In the 27-3 loss to West Virginia in the Friends of Coal Bowl, Marshall totaled 45 yards on 16 carries and a career-high 203 return yards on only 4 kick returns, including a 75-yard return. Marshall finished the rivalry game with a career-high 262 total yards of offense. In the 33-10 loss to Cincinnati, Marshall rushed 14 times for 19 yards, a reception for 10 yards, and 5 kick returns for 92 yards. In the following 23-21 loss to UAB, Marshall rushed 9 times for 35 yards, had two receptions for 14 yards, and had 3 kick returns for 80 yards.

Marshall bounced back in the following 37-23 win over Houston, totaling 15 rushes for 102 yards and a touchdown and 63 yards on three kick returns - 165 total yards. He then totaled 123 yards on 20 carries and 88 yards on two kick returns for a total of 201 yards in the next loss to ECU. Marshall then had a season-high 142 yards rushing on 16 carries, to go along with 63 yards on 3 kick returns, in the 30-14 loss to Central Florida. The game marked his second straight 200-yard all-purpose game and his third consecutive 100-yard rushing game. Marshall's 100-yard rushing streak continued in the loss to Rice, in which he gained 118 yards rushing on 24 carries. He also recorded 62 yards on 4 kick returns for a total of 180 yards all-purpose yards. His 100-yard rushing game streak ended at four games against Tulsa - finishing with 94 yards rushing on 18 carries.
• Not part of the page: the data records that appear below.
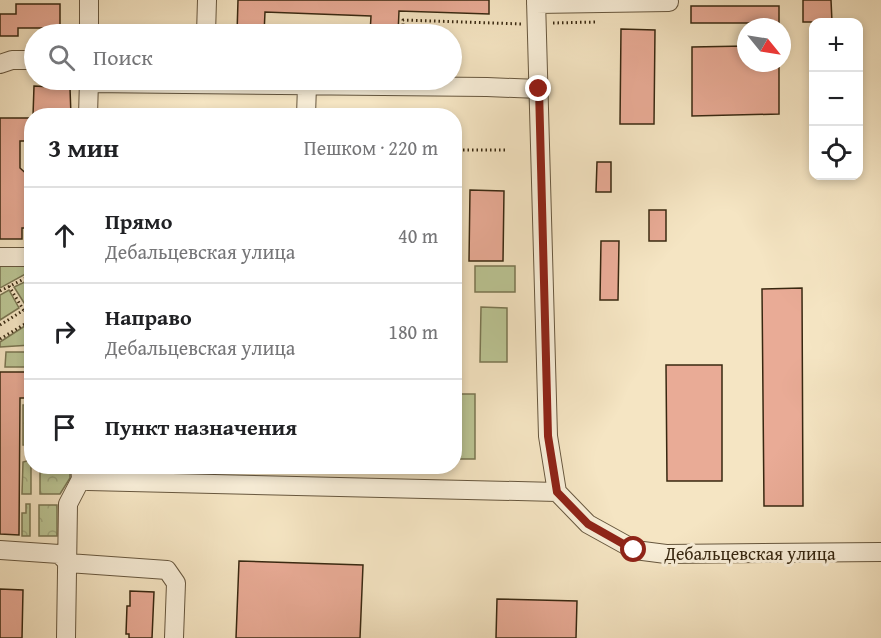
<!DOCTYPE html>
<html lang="ru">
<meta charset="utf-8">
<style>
body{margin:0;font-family:"Gentium Book Plus",serif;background:#f6f6f6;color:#202124}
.controls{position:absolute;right:18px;top:18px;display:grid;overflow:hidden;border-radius:12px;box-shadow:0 3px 9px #0003}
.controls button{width:54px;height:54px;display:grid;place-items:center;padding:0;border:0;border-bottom:2px solid #e0e0e0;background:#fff;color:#202124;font:30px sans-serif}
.compass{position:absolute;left:737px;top:18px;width:54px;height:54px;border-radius:50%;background:#fff;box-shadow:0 3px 9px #0003;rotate:120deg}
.stop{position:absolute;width:18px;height:18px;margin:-14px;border:4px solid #8f2418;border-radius:50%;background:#fff}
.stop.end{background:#8f2418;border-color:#fff;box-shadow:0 2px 6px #0008}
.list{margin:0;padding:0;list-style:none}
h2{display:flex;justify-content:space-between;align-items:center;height:78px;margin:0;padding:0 24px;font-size:26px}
h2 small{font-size:20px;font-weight:400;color:#757577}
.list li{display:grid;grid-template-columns:39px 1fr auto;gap:18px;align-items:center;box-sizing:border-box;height:96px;padding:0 24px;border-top:2px solid #e0e0e0}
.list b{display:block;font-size:22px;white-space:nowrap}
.list p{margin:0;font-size:20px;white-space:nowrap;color:#757577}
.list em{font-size:20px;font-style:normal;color:#757577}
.icon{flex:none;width:33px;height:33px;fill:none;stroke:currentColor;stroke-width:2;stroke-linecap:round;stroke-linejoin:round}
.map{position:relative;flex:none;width:881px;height:638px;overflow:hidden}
.search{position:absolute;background:#fff;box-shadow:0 3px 9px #0003;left:24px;top:24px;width:438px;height:66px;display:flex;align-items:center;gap:15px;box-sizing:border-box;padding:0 21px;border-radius:33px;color:#757577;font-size:22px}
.panel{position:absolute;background:#fff;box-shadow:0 3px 9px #0003;left:24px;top:108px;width:438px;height:366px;border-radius:24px}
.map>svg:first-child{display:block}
</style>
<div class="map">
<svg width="881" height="638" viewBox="0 0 881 638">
<defs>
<pattern id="forest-crowns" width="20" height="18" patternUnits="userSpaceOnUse" patternTransform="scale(1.5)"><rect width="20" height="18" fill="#bbc594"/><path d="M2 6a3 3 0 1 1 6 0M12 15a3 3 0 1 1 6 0" fill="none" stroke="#a2a97f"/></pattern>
</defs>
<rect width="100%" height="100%" fill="#f5e5c3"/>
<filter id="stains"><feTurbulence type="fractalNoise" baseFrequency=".00333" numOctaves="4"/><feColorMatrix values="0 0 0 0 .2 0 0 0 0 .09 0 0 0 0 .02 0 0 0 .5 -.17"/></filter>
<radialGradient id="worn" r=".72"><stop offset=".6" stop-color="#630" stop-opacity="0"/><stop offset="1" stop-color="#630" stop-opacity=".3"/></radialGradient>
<path fill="#bbc594" stroke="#7a7652" stroke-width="1.5" d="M0 266H31V271L0 288Z
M475 266H515V292H475Z
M31 279V303L26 306 14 287Z
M9 290 19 308 0 320V295Z
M481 307 507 308V362H480Z
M31 322V345L0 347V342Z
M6 352H31V367H5Z
M455 394H475V459H455Z"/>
<path fill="url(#forest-crowns)" stroke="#7a7652" stroke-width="1.5" d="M23 405H31V445H23Z
M27 453H31V494H22L23 462 27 461Z
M40 467H70V478L60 494H40Z
M26 504H30V536H22V513H26Z
M39 505H57V536H39Z"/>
<path fill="#e9ab96" stroke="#382811" stroke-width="1.5" d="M238 0H489V14L399 11 398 34H370L371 16 265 12 264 34H237Z
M803 0H831L832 22H803Z
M16 4H60V28H18V36H0V14H16Z
M691 6H779V23H691Z
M621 29 655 30 654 124H620Z
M746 46V63H779V114L692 116V47Z
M34 86 70 88 71 116H33Z
M0 118H32V141H20V168L32 179V228H22V239H0Z
M597 162H611V192H596Z
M470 190 504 191 503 261H469Z
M649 210H666V241H649Z
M601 241H619L618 300H600Z
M802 288 803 506H764L762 289Z
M666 365H722V481H667Z
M0 372H32V398H20L19 535 0 534Z
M239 561 363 565 360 638H236Z
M0 589 23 590 22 638H0Z
M130 591 154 592 152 638H129V634H126L127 606H130Z
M497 599 577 601 576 638H496Z"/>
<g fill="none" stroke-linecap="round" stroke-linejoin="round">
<g stroke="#67573e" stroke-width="20">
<path id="minor" d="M536 0 548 436 557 492 588 524 635 550 666 554 881 552
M536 4 669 2
M89 34V0
M206 34 207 0
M0 64 12 60H34
M89 83 487 87 539 89
M88 116 89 80
M306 116 307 85
M0 257H32
M81 479 88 481 557 492
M0 550 59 554 68 563 167 570 176 583 174 638
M66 638 68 504 81 479 80 466"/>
</g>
<path stroke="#382811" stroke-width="3" stroke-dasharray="1.5 3" stroke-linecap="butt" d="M553 23 596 22
M403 34V20L522 24
M454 150H507
M9 286 30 321
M0 291 32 275
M0 325 32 305
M0 339 30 321"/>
<use href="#minor" stroke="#f8eed8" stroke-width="18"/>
</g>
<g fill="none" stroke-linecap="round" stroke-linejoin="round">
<path stroke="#8f2418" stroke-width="8" d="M539 89 548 436 557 492 588 524 634 550"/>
</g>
<g text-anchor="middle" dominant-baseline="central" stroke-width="6" stroke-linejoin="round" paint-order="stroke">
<g font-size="18" fill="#382811" stroke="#f8eed8">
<text x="750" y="553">Дебальцевская улица</text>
</g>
</g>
<rect width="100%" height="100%" filter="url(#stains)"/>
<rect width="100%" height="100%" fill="url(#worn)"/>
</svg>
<div class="controls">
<button>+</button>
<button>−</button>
<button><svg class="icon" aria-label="locate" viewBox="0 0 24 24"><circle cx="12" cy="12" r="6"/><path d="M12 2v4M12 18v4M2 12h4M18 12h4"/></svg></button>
</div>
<svg class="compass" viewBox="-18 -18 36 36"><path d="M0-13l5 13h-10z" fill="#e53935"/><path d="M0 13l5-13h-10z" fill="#757577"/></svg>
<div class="stop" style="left:634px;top:550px"></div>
<div class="stop end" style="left:539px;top:89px"></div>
<div class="search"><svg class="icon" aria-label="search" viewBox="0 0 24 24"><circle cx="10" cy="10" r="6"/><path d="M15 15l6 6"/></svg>Поиск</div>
<section class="panel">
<h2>3 мин<small>Пешком · 220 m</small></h2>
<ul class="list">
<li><svg class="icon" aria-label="ahead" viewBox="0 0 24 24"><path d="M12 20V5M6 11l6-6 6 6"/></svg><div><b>Прямо</b><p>Дебальцевская улица</p></div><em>40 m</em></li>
<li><svg class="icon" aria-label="right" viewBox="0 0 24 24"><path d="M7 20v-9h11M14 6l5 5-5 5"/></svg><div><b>Направо</b><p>Дебальцевская улица</p></div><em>180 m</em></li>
<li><svg class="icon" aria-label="arrive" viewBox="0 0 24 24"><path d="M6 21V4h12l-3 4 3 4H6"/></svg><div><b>Пункт назначения</b></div></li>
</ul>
</section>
</div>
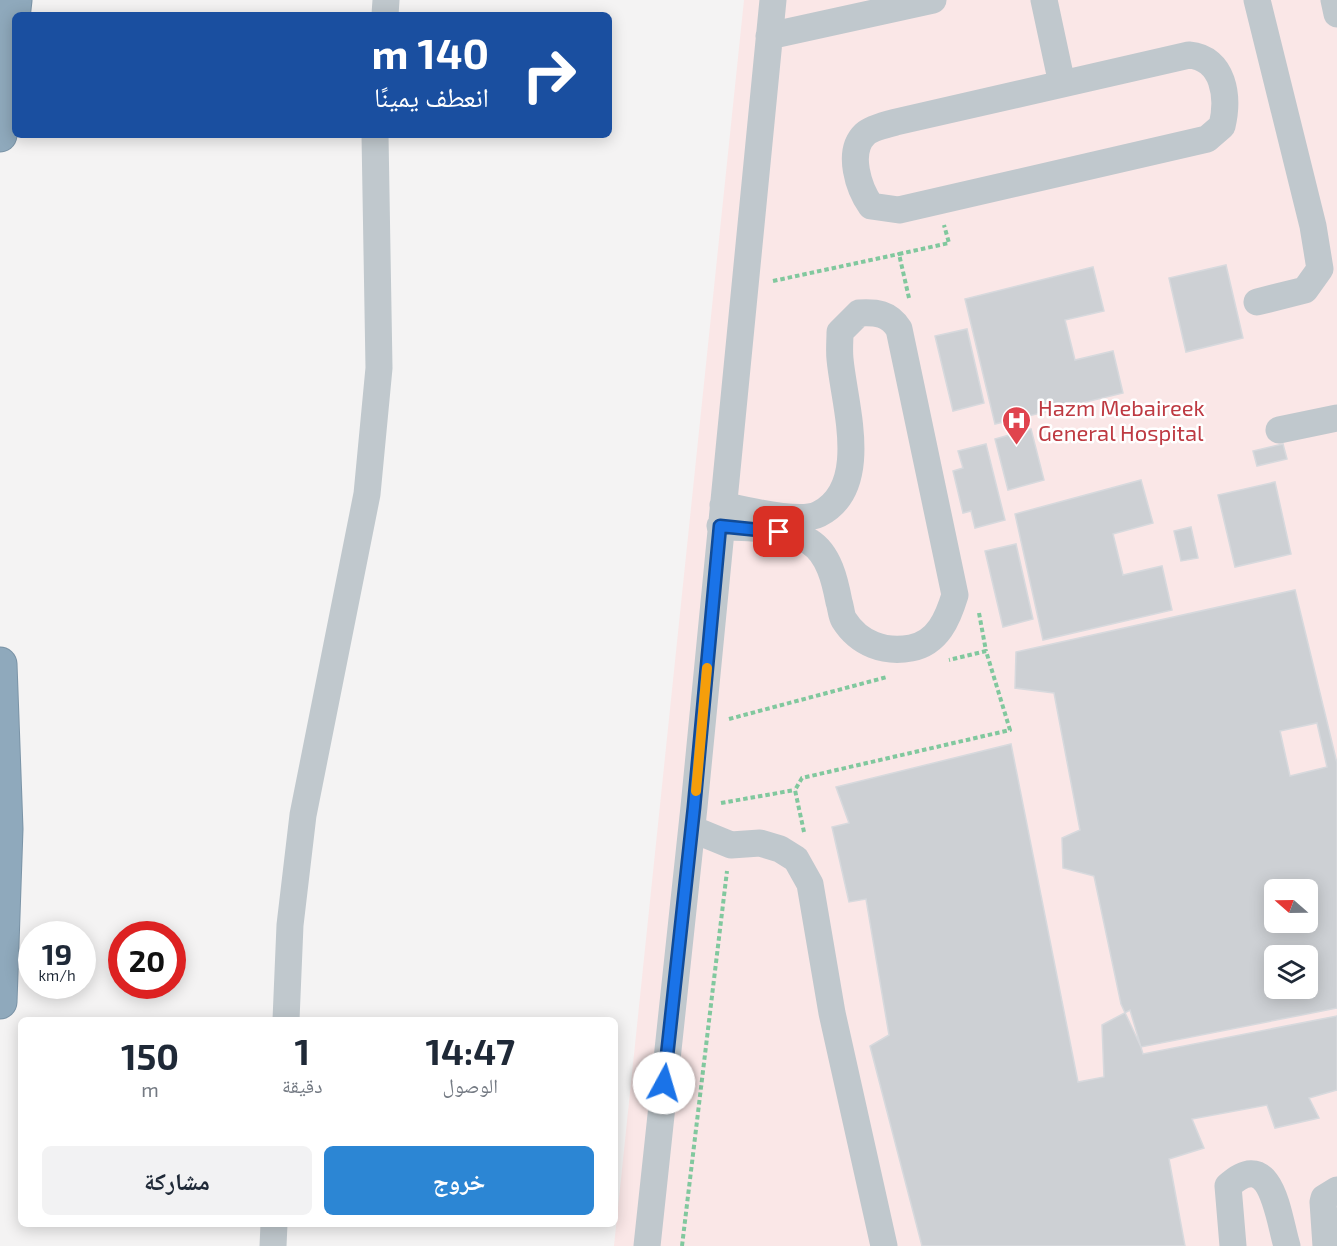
<!DOCTYPE html>
<html lang="ar">
<meta charset="utf-8">
<style>
body{margin:0;font-family:"Exo 2","Noto Naskh Arabic",sans-serif;background:#f2f2f3;color:#1f2937;direction:rtl;height:100vh;display:flex;flex-direction:column;font-size:22px;white-space:nowrap}
*{box-sizing:border-box;margin:0}
p{font-size:20px;color:#747a83}
.icon{flex:none;width:33px;height:33px;fill:none;stroke:currentColor;stroke-width:2;stroke-linecap:round;stroke-linejoin:round}
.map{position:relative;flex:1;overflow:hidden;direction:ltr}
.panel{position:absolute;left:18px;top:1017px;width:600px;height:210px;display:flex;flex-direction:column;background:#fff;border-radius:9px;box-shadow:0 3px 15px #0003;direction:rtl}
.panel>*{flex:none}
.guide{position:absolute;left:12px;top:12px;width:600px;height:126px;border-radius:9px;box-shadow:0 3px 15px #0003;direction:rtl;background:#1a4fa0;color:#fff;overflow:hidden}
.needle{width:39px;rotate:290deg}
.controls{position:absolute;left:1264px;top:879px;display:grid;gap:12px}
.controls a{display:grid;place-items:center;width:54px;height:54px;border-radius:9px;background:#fff;box-shadow:0 3px 15px #0003;font-size:30px}
.speed{position:absolute;left:18px;top:921px;display:flex;gap:12px;font-size:30px;font-weight:700;text-align:center}
.speed>*{display:grid;place-content:center;width:78px;height:78px;border-radius:50%;background:#fff;box-shadow:0 3px 15px #0003;line-height:1}
.speed small{font-size:15px;font-weight:400}
.speed .limit{border:9px solid #d22;background:#fff;color:#111}
.pin{position:absolute;display:grid;place-items:center;width:51px;height:51px;color:#fff;margin:-26px;border-radius:12px;box-shadow:0 3px 9px #0006}
.me{position:absolute;width:66px;margin:-33px;rotate:6deg;stroke-linejoin:round;filter:drop-shadow(0 0 4px #0008)}
.turn{display:flex;align-items:center;gap:21px;height:126px;padding:0 24px;font-size:27px}
.turn .icon{width:78px;height:78px;stroke-width:2.5}
.turn b{display:block;font-size:42px;line-height:51px}
.eta{display:flex;justify-content:space-evenly;align-items:center;height:102px;text-align:center}
.eta b{font-size:36px;font-weight:700;line-height:42px}
.button{display:flex;gap:12px;margin-top:auto;padding:12px 24px}
.button a{flex:1;height:69px;border-radius:9px;background:#2c86d4;color:#fff;font-size:24px;font-weight:700;line-height:69px;text-align:center}
.button a+a{background:#f2f2f3;color:#1f2937}
.map>svg:first-child{display:block}
.medical{fill:#fae7e7;fill-rule:evenodd}
.building{fill:#cdd0d4;stroke:#d7d9dd;stroke-width:1.5;fill-rule:evenodd}
.lines{fill:none;stroke-linecap:round;stroke-linejoin:round}
.highway-casing{stroke:#7b94a7;stroke-width:35}
.path{stroke:#81c89e;stroke-width:4;stroke-dasharray:4.5 3;stroke-linecap:butt}
.minor{stroke:#c0c8cd;stroke-width:27}
.highway{stroke:#8fa9bc;stroke-width:33}
.route-casing{stroke:#114b97;stroke-width:15}
.route{stroke:#1a73e8;stroke-width:10}
.slow{stroke:#f59e0b;stroke-width:10}
.labels{text-anchor:middle;dominant-baseline:central;stroke-width:5;stroke-linejoin:round;paint-order:stroke}
.health-label{font-size:22px;fill:#be3a42;stroke:#fff;text-anchor:start}
</style>
<div class="map">
<svg width="1337" height="1246" viewBox="0 0 1337 1246">
<rect width="100%" height="100%" fill="#f4f3f3"/>
<path class="medical" d="M744,0H1337V1246H614ZM1275,890H1308V922H1275ZM1275,956H1308V988H1275Z"/>
<path class="building" d="M1226,265L1243,338L1186,352L1169,278Z
M1093,267L1104,311L1065,320L1075,360L1113,351L1123,393L995,424L965,299Z
M967,329L984,403L953,411L935,336Z
M1031,429L1044,480L1008,490L995,439Z
M986,444L1005,520L975,528L971,511L963,513L953,471L963,468L958,451Z
M1283,444L1287,459L1257,466L1253,451Z
M1141,480L1153,523L1113,534L1123,575L1162,566L1172,610L1043,640L1015,514Z
M1275,482L1291,554L1235,567L1218,495Z
M1191,527L1198,558L1181,561L1174,531Z
M1016,544L1033,619L1003,627L985,551Z
M1295,590L1337,763V1008L1141,1047L1121,1004L1094,876L1063,868L1062,838L1080,830L1054,693L1015,688L1016,652ZM1275,890H1308V922H1275ZM1275,956H1308V988H1275Z
M1317,723L1327,767L1290,776L1280,731Z
M1011,744L1078,1082L1104,1077L1102,1025L1130,1010L1143,1054L1337,1016V1090L1309,1098L1319,1118L1275,1128L1267,1105L1192,1119L1204,1148L1169,1159L1185,1246H922L870,1046L889,1035L866,899L849,902L832,827L849,823L836,787Z"/>
<g class="lines">
<defs>
<path id="highway" d="M0,135L15,0
M0,664L6,829L0,1002"/>
</defs>
<use href="#highway" class="highway-casing"/>
<path class="path" d="M773,281L899,254
M909,298L899,254L949,243L944,225
M979,613L986,651
M729,719L887,677
M721,803L795,790
M804,832L795,790L802,778L1010,730L986,651L949,660
M682,1246L727,871"/>
<path class="minor" d="M1044,0L1062,84
M1334,0L1337,14
M385,15L386,0
M769,36L933,0
M1189,55C1224,58 1229,97 1222,126L1207,139L899,210L871,206C859,189 846,152 865,134C871,128 888,124 896,122Z
M1257,302L1305,290L1320,269L1313,226L1257,0
M1279,430L1337,418
M720,526C748,529 786,526 810,542C829,554 835,581 839,602C841,607 841,615 844,620C859,644 885,653 911,648C938,643 948,618 955,595L899,329C889,313 876,312 859,313L840,332C840,341 839,350 840,359C844,404 872,487 819,514C800,524 745,510 723,505
M692,829L731,845L760,843L780,849L796,859L810,884L832,1013L884,1246
M286,1020L290,925L303,815L367,494L379,368L375,135
M273,1246L274,1224
M647,1246L694,807L773,0
M1233,1246L1228,1186C1272,1145 1278,1217 1287,1246
M1326,1246L1323,1202L1324,1198L1337,1190"/>
<use href="#highway" class="highway"/>
</g>
<g class="lines">
<defs>
<path id="route" d="M664,1083L694,807L720,526L779,532"/>
</defs>
<use href="#route" class="route-casing"/>
<use href="#route" class="route"/>
<path class="slow" d="M696,791L707,668"/>
</g>
<defs>
<symbol id="hospital-pin" viewBox="-11 -11 22 30"><path d="M0 17L-7.5 6A9.5 9.5 0 1 1 7.5 6Z" fill="#e0444e" stroke="#fff"/><path d="M-5-5h3v3.5h4V-5h3V5h-3V1.5h-4V5h-3Z" fill="#fff"/></symbol>
</defs>
<g fill-rule="evenodd">
<use href="#hospital-pin" x="1000" y="404" width="33" height="45"/>
</g>
<g class="labels">
<g class="health-label">
<text x="1038" y="407">Hazm Mebaireek<tspan x="1038" dy="25">General Hospital</tspan></text>
</g>
</g>
</svg>
<div class="controls">
<a><svg class="needle" viewBox="-14 -14 28 28"><path d="M0-13l5 13h-10z" fill="#e53935"/><path d="M0 13l5-13h-10z" fill="#747a83"/></svg></a>
<a><svg class="icon" aria-label="layers" viewBox="0 0 24 24"><path d="M12 4l9 5-9 5-9-5zM3 14l9 5 9-5"/></svg></a>
</div>
<div class="speed"><div>19<small>km/h</small></div><div class="limit">20</div></div>
<div class="pin" style="left:779px;top:532px;background:#d93025"><svg class="icon" aria-label="arrive" viewBox="0 0 24 24"><path d="M6 21V4h12l-3 4 3 4H6"/></svg></div>
<svg class="me" style="left:664px;top:1083px" viewBox="-20 -20 40 40"><circle r="19" fill="#fff"/><path d="M0-13L10 11 0 6-10 11z" fill="#1a73e8"/></svg>
<div class="guide">
<div class="turn"><svg class="icon" aria-label="right" viewBox="0 0 24 24"><path d="M7 20v-9h11M14 6l5 5-5 5"/></svg><div><b>140 m</b>انعطف يمينًا</div></div>
</div>
<section class="panel">
<div class="eta">
<div><b>14:47</b><p>الوصول</p></div>
<div><b>1</b><p>دقيقة</p></div>
<div><b>150</b><p>m</p></div>
</div>
<div class="button"><a>خروج</a><a>مشاركة</a></div>
</section>
</div>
Darius Marshall finished his sophomore campaign with 224 rushes for 1,099 yards and 5 touchdowns, 16 receptions for 98 yards, and 30 kick returns for 790 yards - a total of 1,987 all-purpose yards (165.2 yards per game).

===College statistics===

|  |  |  | Rushing |  |  |  |  | Fumbles |  | Receiving |  |  |  |  |
|---|---|---|---|---|---|---|---|---|---|---|---|---|---|---|
| Year | Team | G | Att | Yards | AVG | LNG | TD | FUM | LOST | Rec | Yards | Y/R | TD | LNG |
| 2007 | Marshall | 12 | 123 | 631 | 5.1 | 34 | 3 |  |  | 14 | 119 | 8.5 | 0 | 32 |
| 2008 | Marshall | 12 | 224 | 1,099 | 4.9 | 61 | 5 |  |  | 16 | 98 | 6.1 | 0 | 16 |
| 2009 | Marshall | 10 | 227 | 1,131 | 5.0 | 80 | 11 |  |  | 12 | 27 | 2.3 | 0 | 7 |
| Total |  | 34 | 574 | 2,861 | 5.0 | 80 | 19 |  |  | 42 | 244 | 5.8 | 0 | 32 |

==Professional career==

===NFL draft===
On January 11, 2010, ESPN college football writer Joe Schad reported that Marshall would forgo his senior season and declare himself eligible for the 2010 NFL draft. Marshall departs with the seventh-best career rushing total (2,857 yards) in Thundering Herd history. Despite having 1,131 yards and 11 touchdowns in his junior season, Marshall was projected to be a late round pick.

===New Mexico Stars===
In 2012, Marshall signed with the New Mexico Stars of the Indoor Football League. He was released in April after an altercation.

==Legal troubles==
In May 2009, Darius Marshall was suspended for the 2009 season opener after being arrested on drug charges with former Thundering Herd teammate DeQuan Bembry. Initially they were charged with possession with intent to deliver, an officer at Western Regional Jail said they both were being held there on $20,000 bond. At a preliminary hearing, later in the month, the felony charges against the Marshall and Bembry were dropped and replaced with misdemeanor marijuana possession of under 15 grams. In April 2012, Marshall was again in trouble with the law, as he was arrested and charged with assault after an altercation that took place after an Indoor Football League game between the New Mexico Stars and the Wyoming Cavalry.